Friday, July 31, 2009

Overseas Absentee Voter Registration and Town Hall Meeting at the Philippine Center (New York)

The Philippine Consulate
Overseas absentee voter registration (and "party") at Kalayaan Hall
NBC Studio, Rockefeller Center
Having reacquired my Filipino citizenship last year, I thought I should exercise my right to vote during the Philippine national election in May 2010. I took the opportunity to register after work hours at the Philippine Center earlier this evening. The overseas absentee voter registration-town hall meeting was held from 6:30 to 9:00 PM at the center's Kalayaan Hall, although it looked more like a typical Filipino party because food was served. The flag outside the Philippine Consulate is flown at half staff in honor of former Philippine President Corazon Aquino who helped restore democracy in 1986, following a peaceful people power revolution. Tita Cory as she is fondly called, passed away today after a long battle with colon cancer. What better way to honor her memory than participating in the democracy that she fought hard to regain.
The Philippine Consulate is located in midtown Manhattan at 556 Fifth Avenue, between 45th and 46th Streets.

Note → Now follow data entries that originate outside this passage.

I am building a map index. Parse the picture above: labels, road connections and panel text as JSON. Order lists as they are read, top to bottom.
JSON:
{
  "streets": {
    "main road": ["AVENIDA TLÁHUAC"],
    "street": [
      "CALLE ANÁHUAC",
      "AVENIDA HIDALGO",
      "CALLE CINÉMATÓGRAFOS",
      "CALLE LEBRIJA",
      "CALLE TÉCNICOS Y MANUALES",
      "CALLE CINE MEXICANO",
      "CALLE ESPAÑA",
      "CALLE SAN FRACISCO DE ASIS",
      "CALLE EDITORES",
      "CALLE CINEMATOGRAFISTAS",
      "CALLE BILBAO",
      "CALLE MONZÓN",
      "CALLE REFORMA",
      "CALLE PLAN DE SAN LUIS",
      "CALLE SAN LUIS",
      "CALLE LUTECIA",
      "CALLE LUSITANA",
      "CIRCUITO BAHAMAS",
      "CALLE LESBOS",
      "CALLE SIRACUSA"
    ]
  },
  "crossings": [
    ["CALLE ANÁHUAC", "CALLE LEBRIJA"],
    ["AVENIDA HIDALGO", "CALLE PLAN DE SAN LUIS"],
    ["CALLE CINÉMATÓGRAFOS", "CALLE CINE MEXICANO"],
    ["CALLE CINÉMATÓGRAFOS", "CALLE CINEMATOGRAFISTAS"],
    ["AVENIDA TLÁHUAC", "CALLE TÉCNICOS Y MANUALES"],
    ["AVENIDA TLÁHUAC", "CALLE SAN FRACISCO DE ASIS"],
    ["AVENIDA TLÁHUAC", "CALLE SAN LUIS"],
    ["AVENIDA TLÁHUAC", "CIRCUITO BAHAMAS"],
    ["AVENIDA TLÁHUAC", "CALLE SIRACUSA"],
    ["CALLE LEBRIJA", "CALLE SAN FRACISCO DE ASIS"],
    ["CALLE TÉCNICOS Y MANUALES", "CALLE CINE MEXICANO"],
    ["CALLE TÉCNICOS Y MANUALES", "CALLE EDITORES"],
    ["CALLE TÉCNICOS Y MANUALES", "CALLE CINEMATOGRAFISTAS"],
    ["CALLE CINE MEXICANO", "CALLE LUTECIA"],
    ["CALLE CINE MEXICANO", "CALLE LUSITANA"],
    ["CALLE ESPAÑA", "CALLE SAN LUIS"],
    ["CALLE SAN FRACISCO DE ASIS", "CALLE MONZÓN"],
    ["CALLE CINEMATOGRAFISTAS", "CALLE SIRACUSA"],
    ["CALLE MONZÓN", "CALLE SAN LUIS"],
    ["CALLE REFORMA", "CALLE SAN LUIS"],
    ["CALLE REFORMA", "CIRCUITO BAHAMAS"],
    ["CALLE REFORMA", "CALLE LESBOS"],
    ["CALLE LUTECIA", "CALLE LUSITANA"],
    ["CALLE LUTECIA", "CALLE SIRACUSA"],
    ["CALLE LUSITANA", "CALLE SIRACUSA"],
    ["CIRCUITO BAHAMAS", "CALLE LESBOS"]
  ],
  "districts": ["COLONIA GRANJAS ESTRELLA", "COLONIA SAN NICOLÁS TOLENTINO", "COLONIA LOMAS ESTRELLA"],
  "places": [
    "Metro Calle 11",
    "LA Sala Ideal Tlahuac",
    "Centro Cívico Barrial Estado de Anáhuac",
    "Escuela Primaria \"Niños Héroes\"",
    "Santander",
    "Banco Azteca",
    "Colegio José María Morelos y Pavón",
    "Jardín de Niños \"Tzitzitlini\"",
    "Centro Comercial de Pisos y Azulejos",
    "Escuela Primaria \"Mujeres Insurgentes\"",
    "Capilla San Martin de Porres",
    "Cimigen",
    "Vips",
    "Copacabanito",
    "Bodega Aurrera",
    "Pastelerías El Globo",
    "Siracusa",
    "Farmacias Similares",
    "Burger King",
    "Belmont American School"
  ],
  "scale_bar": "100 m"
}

Where to register (from the Philippine Consulate website):

At the Philippine Consulate General, 556 Fifth Avenue, New York, NY

10036, Monday-Friday, 9AM-5PM (except holidays)

During the Sunday Consular Service

30 August 2009 at the Philippine Consulate General New York

10am to 3pm – open for all services

At the Consular Outreach Services, 10am-3pm:

18 Jul 2009, Saturday - NaFFAA Region I and PAMANA –West Roxbury, MA; Finn

Hall, Holy Name Church, 1689 Centre St, West Roxbury, MA

25 Jul 2009, Saturday - Philippine American Association of Pittsburgh - Pittsburgh, PA;

Schenley Park, Vietnam Veterans Pavilion, Oakland/ Squirrel Hill 15213

8 Aug 2009, Saturday – Fil-Am Friendship Society of New Hampshire – Manchester,

NH; Comfort Inn, 298 Queen City Ave., Manchester, NH 03102

15 Aug 2009, Saturday - Philippine Association of Connecticut Inc. (PACI) –

Newington, CT; VFW (Veterans of Foreign Wars) Post 9836, 85 Kitts Lane Newington,

CT 06111

From the Asian American Federation of New York Census Information Center:

In 2000, the New York metropolitan area had the fourth-largest Filipino American population in a U.S. metropolitan region.3 Approximately 65 percent of Filipino Americans in New York State lived in New York City. Filipinos also were the fourth-largest Asian American ethnic group in New York City, constituting 7 percent of the city’s Asian population.4 From 1990 to 2000, the Filipino population in New York City increased by 44 percent, from 43,229 to 62,058. That growth was far greater than the city’s overall 9 percent population rise but lower than the 71 percent expansion of the city’s total Asian population. In raw numbers, the addition of 18,829 Filipino New Yorkers represented the sixth-largest population increase among Asian groups in the city in the last decade.5 Within New York City, in 2000, the majority (54 percent, or 33,225) of Filipinos lived in Queens, followed by Manhattan (16 percent, or 10,223); Brooklyn (13 percent, or 7,918); the Bronx (9 percent, or 5,446); and Staten Island (8 percent, or 5,246).


The Nomadic Pinoy said...

Di ko pa na-reacquire ang Pinoy citizenship. I just hope na mas mag-mature na ang mga Pinoy politically when selecting the next President. said...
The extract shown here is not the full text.